Streaming JSON parser that yields progressively complete values - Python port of the TypeScript jsonriver library

Project description

jsonriver - Python Streaming JSON Parser

Parse JSON incrementally as it streams in, e.g. from a network request or a language model. Gives you a sequence of increasingly complete values.

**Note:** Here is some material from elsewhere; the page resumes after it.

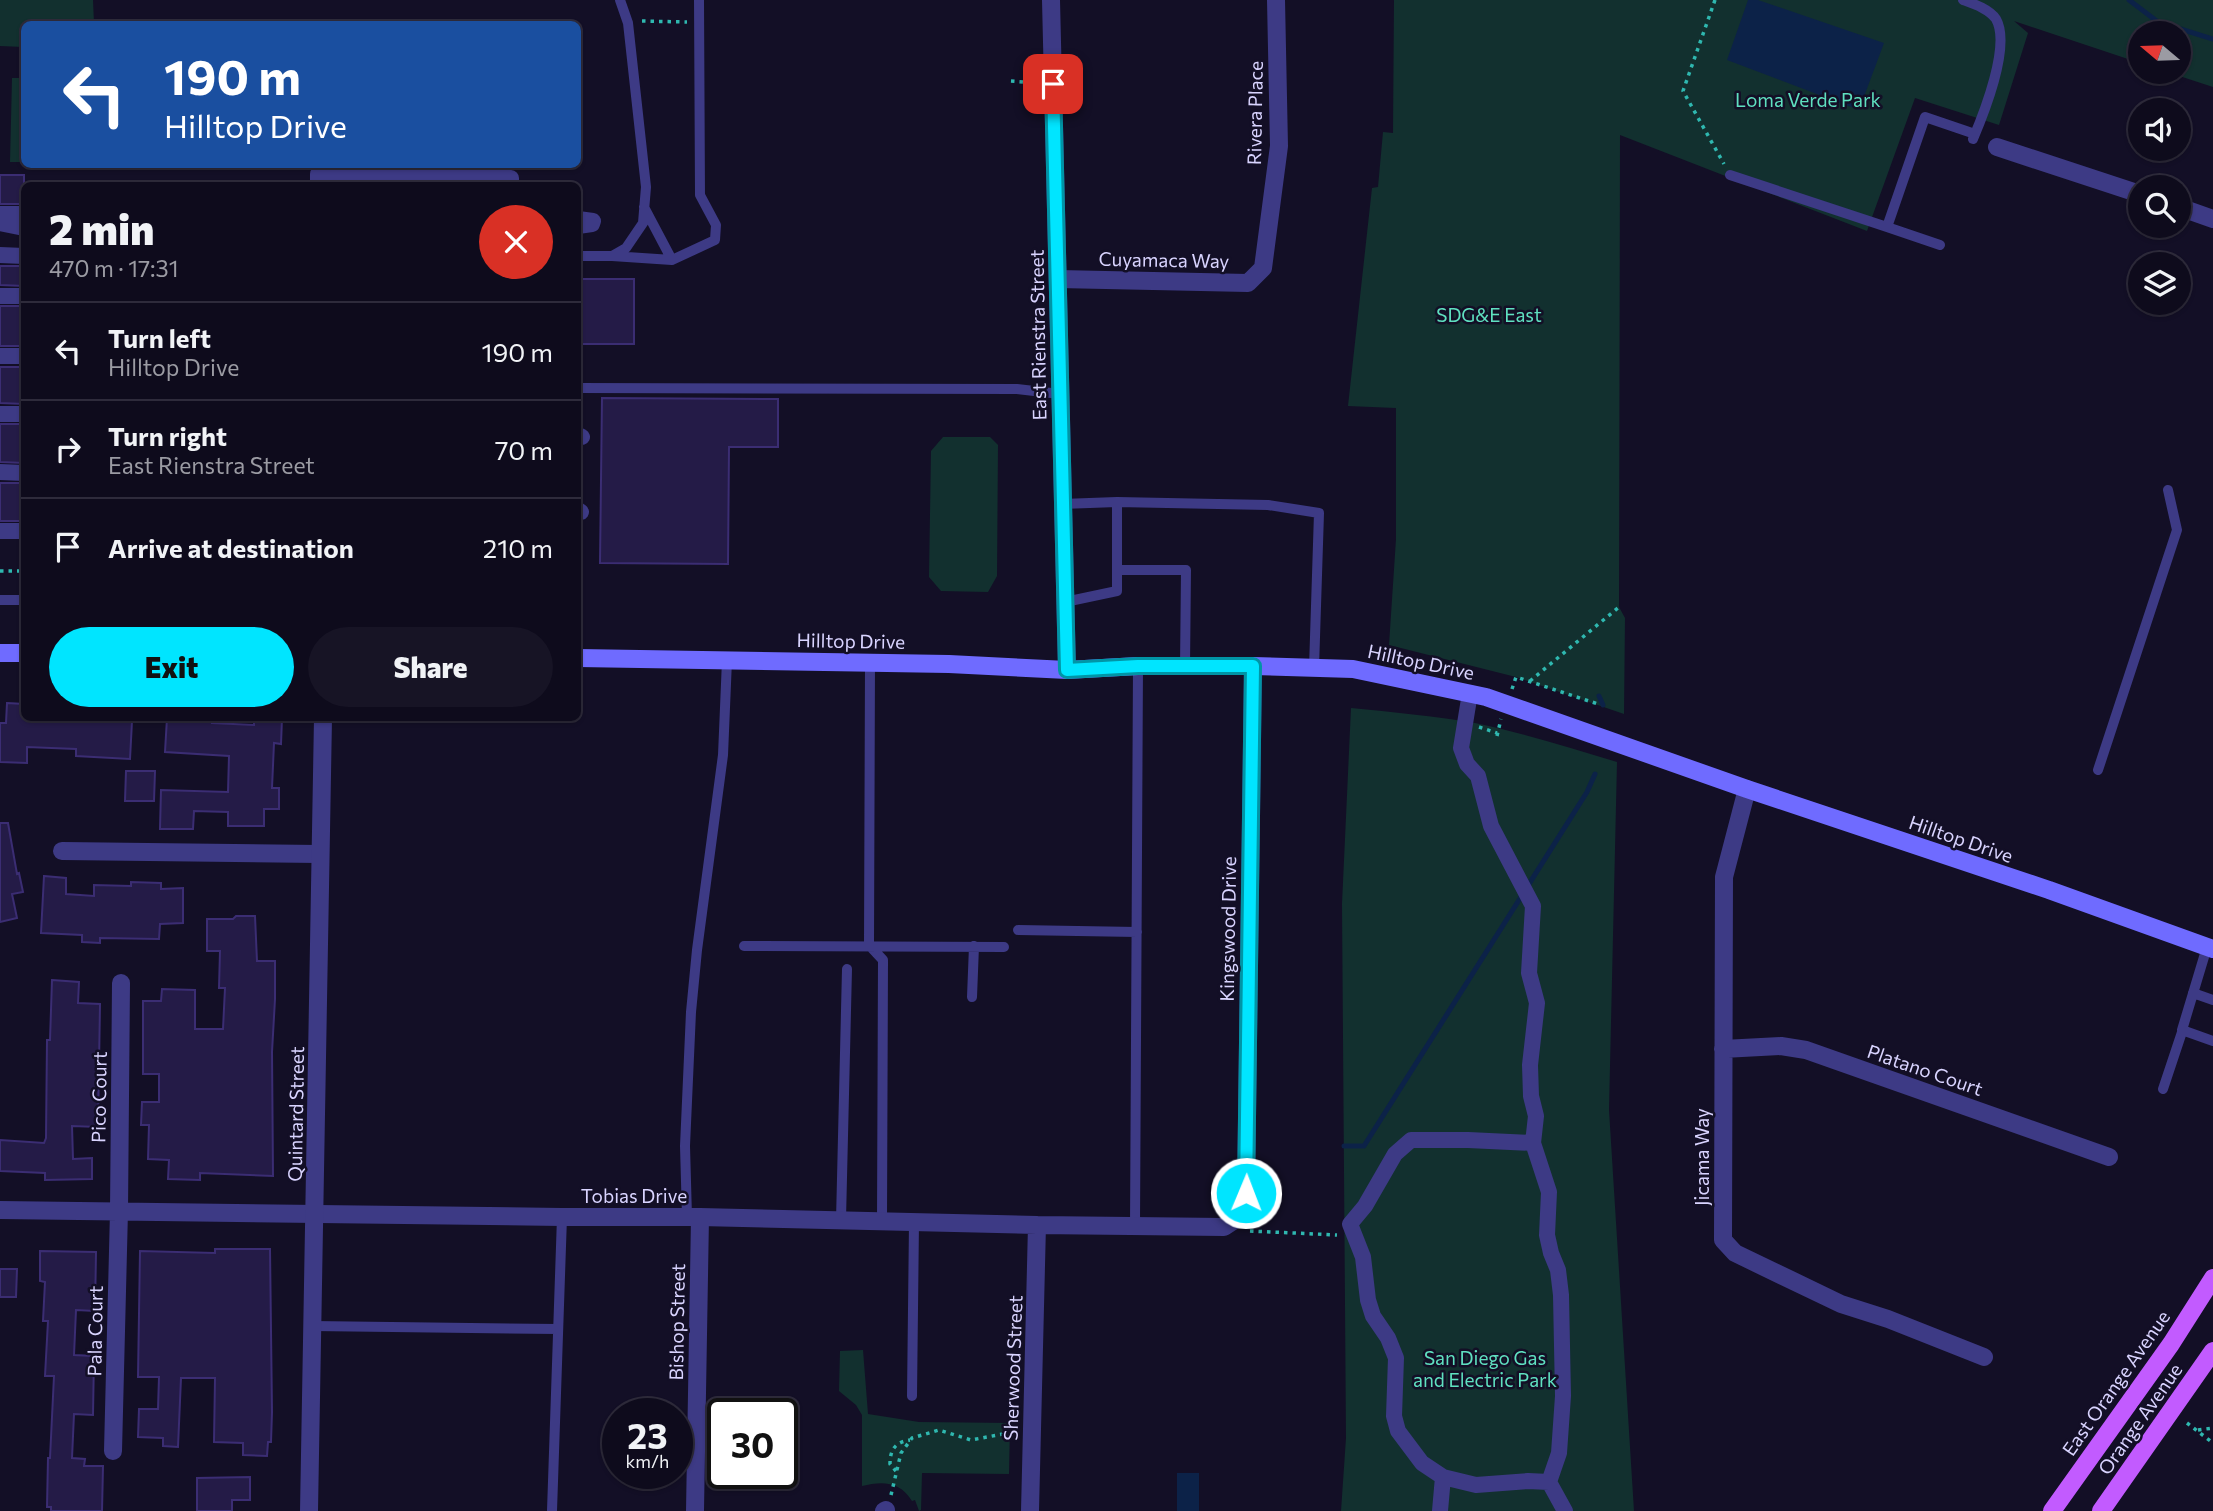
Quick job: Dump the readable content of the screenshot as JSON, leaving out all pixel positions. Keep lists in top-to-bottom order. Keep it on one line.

This is a Python port of the TypeScript jsonriver library.

Features

  • Incremental parsing: Get progressively complete JSON values as data arrives
  • Zero dependencies: Uses only Python standard library
  • Fully typed: Complete type hints with mypy strict mode compliance
  • Memory efficient: Reuses objects and arrays when possible
  • Correct: Final result matches json.loads() exactly
  • Fast: Optimized for performance with minimal overhead

Installation

From PyPI (recommended)

Using uv:

uv add jsonriver

Using pip:

pip install jsonriver

From source

Using uv:

git clone https://github.com/chrisschnabl/streamjson.git
cd streamjson
uv pip install -e .

Using pip:

git clone https://github.com/chrisschnabl/streamjson.git
cd streamjson
pip install -e .

Usage

import asyncio
import json
from jsonriver import parse


async def make_stream(text: str, chunk_size: int):
    """Simulate a streaming source"""
    for i in range(0, len(text), chunk_size):
        yield text[i:i + chunk_size]


async def main():
    json_str = '{"name": "Alice", "age": 30}'

    stream = make_stream(json_str, chunk_size=3)
    async for value in parse(stream):
        print(json.dumps(value))
    # Output shows incremental results:
    # {}
    # {"name": "Al"}
    # {"name": "Alice"}
    # {"name": "Alice", "age": 30.0}


asyncio.run(main())

How it Works

jsonriver yields a sequence of increasingly complete JSON values. Consider this JSON:

{"name": "Alex", "keys": [1, 20, 300]}

If you parse this one byte at a time, it would yield:

{}
{"name": ""}
{"name": "A"}
{"name": "Al"}
{"name": "Ale"}
{"name": "Alex"}
{"name": "Alex", "keys": []}
{"name": "Alex", "keys": [1]}
{"name": "Alex", "keys": [1, 20]}
{"name": "Alex", "keys": [1, 20, 300]}

Invariants

The library maintains these guarantees:

  1. Type stability: Future versions will have the same type (never changes string → array)
  2. Atomic values: null, true, false, and numbers are only yielded when complete
  3. String growth: Strings may be replaced with longer versions
  4. Array append-only: Arrays only modified by appending or mutating the last element
  5. Object append-only: Objects only modified by adding properties or mutating the last one
  6. Complete keys: Object properties only added once key and value type are known

Error Handling

The parser throws errors for invalid JSON, matching json.loads() behavior:

async def example_error():
    try:
        stream = make_stream('{"invalid": }', 1)
        async for value in parse(stream):
            print(value)
    except ValueError as e:
        print(f"Parse error: {e}")

Development

Setup

# Create virtual environment and install dependencies
uv venv
uv pip install -e ".[dev]"

Testing

# Run all tests
python -m pytest tests/ -v

# Run specific test file
python -m pytest tests/test_parse.py -v

# Run with coverage
python -m pytest tests/ --cov=src/jsonriver

Type Checking

# Check types with mypy
mypy src/jsonriver --strict

Running Examples

python example_jsonriver.py

Project Structure

src/jsonriver/
  __init__.py       # Public API exports
  parse.py          # JSON parser implementation
  tokenize.py       # JSON tokenizer implementation

tests/
  test_parse.py     # Parser tests
  test_tokenize.py  # Tokenizer tests
  utils.py          # Test utilities

API Reference

parse(stream: AsyncIterator[str]) -> AsyncIterator[JsonValue]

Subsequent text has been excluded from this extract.